Sequence-based similarity#

Consider search engines that have indexes of text content. Entering a misspelled search term will match misspellings in the database, but modern search engines often suggest similar queries with larger number of hits in the database. How do they do it? Search engines (like elasticsearch) generate a wide range of possible misspellings of the query and present search results (or spelling suggestions) informed by queries for a comprehensive set of deletion- substitution-, insertion-, and transposition- modified words.

Edit distance (also known as Levenshtein distance) is another approach at fuzzy matching, inspired by the process of changing one input into another. It is more sensitive than Jaccard similarity scoring but requires more computations (that is to say, it takes more time to run when other factors are held constant).

Hamming distance#

If all of the symbols of interest are the same length, say, five-letter telegraph abbreviations, it is simple to count the number of differences letter-by-letter: ENBET differs in one position from ERBET and differs in two positions from TRBET.
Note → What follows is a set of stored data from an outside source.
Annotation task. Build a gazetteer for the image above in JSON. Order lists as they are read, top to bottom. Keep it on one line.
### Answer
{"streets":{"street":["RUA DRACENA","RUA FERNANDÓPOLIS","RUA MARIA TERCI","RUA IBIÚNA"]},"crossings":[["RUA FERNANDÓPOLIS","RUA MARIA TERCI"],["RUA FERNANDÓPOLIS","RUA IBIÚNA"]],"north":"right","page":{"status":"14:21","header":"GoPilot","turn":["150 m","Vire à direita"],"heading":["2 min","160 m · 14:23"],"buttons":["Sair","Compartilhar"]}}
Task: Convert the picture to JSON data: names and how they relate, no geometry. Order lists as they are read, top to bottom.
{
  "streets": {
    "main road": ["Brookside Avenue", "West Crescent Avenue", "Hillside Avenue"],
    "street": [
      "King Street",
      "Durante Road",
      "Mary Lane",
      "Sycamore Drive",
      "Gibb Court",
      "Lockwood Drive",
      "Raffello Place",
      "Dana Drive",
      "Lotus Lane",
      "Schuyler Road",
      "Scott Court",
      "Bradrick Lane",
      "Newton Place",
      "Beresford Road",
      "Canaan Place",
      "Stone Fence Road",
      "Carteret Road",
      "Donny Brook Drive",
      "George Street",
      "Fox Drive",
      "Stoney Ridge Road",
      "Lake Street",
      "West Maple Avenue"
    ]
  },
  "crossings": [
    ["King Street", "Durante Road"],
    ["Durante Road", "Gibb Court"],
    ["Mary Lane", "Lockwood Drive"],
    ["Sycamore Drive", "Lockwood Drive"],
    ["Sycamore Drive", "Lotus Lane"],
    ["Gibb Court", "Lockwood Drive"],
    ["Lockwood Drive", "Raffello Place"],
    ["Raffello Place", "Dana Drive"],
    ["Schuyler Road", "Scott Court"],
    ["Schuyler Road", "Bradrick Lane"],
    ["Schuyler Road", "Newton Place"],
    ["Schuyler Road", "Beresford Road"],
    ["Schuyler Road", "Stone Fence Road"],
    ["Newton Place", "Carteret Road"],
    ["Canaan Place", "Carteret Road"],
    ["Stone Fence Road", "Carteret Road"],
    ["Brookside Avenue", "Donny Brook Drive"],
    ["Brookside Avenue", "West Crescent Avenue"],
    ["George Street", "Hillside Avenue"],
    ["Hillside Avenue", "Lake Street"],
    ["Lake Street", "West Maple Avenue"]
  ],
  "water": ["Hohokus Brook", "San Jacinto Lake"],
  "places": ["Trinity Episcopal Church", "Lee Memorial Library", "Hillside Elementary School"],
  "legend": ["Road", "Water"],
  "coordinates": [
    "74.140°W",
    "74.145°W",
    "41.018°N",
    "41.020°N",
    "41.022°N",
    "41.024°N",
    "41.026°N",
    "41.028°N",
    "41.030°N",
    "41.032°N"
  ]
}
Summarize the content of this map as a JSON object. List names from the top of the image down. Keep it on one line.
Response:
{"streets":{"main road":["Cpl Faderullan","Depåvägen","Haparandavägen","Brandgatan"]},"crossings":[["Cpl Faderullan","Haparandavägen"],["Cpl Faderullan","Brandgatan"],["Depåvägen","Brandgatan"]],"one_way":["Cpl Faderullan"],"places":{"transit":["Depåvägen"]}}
This counting-of-differences distance metric goes by the name ‘’Hamming distance’’, but this is suited for vocabularies of aligned codewords all the same length.

Hamming distance would make sense, for instance, comparing dates in ISO-8601 format represented as strings, like “2020-03-15” and “2023-09-21”. Differences of a single character have Hamming distance one; transpositions of digits have Hamming distance 2.

Levenshtein (edit) distance#

If you think about the process of editing text, you can modify text by adding text, deleting text, or, if you are inclined, by both deleting and adding in about the same place. By counting the number of steps needed to transform string1 into string2 using these three operations, deletion, insertion, and substitution, we can define a number that describes how similar the two strings are. There are algorithms that will find the minimum number of edits that will transform one string into another (similar) string and this minimum number of edits score has many uses in data munging.

The Levenshtein distance counts the differences between two strings by describing the minimum number of steps needed to transform one string into the other, where the permitted steps are

  1. substitution (replace a character with a different one)

  2. insertion (add a character), and

  3. deletion.

This is the number of single-character edits needed to transform one string into another.

Levenshtein distance is fairly easy to illustrate by providing an example alignment:

The first string can be changed into the second with a three-character deletion (n't), a three-character substitution (she for you), and eight characters of insertions w and e to go.

The edit distance between the strings is the sum of the number of changes.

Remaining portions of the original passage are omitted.